Collected data entries
+--
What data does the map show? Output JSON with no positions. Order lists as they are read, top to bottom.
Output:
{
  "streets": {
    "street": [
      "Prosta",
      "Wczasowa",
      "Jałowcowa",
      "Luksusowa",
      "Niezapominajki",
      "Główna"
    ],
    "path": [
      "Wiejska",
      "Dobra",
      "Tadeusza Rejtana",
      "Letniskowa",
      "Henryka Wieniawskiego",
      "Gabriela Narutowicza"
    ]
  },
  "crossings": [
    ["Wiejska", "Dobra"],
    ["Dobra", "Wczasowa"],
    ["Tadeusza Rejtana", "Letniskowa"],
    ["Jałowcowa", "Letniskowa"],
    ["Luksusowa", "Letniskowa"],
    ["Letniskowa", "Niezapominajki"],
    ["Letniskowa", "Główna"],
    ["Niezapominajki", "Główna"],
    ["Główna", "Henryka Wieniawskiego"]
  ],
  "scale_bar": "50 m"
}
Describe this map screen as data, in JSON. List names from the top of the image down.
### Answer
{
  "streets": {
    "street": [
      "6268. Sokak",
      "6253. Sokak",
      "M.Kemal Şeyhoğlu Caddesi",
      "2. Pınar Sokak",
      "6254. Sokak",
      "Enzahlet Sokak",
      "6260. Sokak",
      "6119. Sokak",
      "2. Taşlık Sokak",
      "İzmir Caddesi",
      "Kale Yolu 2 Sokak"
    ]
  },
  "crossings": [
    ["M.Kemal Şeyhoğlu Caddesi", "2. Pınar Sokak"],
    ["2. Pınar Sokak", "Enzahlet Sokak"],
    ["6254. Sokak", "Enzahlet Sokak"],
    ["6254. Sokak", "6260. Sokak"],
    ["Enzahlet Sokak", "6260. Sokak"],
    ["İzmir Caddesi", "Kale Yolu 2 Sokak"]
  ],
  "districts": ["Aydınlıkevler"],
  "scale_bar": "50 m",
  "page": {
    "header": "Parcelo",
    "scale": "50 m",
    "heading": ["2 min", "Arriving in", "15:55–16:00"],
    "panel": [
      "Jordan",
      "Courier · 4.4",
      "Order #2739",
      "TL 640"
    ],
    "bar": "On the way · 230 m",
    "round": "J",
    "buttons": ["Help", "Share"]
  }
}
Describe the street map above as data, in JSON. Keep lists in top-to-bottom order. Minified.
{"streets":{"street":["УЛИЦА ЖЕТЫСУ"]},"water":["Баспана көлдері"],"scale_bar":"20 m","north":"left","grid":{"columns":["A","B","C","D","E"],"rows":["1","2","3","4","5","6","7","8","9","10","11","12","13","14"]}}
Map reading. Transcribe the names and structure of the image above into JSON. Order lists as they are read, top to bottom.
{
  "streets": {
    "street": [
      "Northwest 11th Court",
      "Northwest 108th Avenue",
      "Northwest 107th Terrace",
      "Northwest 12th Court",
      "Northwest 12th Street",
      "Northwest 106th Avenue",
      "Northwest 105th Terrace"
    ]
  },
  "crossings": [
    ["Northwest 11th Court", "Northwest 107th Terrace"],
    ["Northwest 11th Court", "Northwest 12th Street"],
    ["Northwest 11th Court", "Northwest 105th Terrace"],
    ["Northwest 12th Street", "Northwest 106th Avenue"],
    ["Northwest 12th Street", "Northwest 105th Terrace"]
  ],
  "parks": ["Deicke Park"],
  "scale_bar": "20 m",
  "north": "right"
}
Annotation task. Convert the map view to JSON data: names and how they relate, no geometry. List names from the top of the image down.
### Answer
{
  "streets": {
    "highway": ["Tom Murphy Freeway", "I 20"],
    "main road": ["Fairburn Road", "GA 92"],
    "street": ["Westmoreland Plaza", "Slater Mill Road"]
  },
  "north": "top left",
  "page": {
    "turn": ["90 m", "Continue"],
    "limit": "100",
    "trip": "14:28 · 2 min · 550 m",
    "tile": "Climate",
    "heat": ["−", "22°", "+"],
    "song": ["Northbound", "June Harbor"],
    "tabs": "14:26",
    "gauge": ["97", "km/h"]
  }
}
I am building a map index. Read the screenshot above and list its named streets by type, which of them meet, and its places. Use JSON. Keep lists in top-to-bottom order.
+--
# EXERCISE INSTRUCTIONS
Compute how many lines of the records above hold the string "down". Give the number with no other output.

# ANSWER TO THIS TASK
2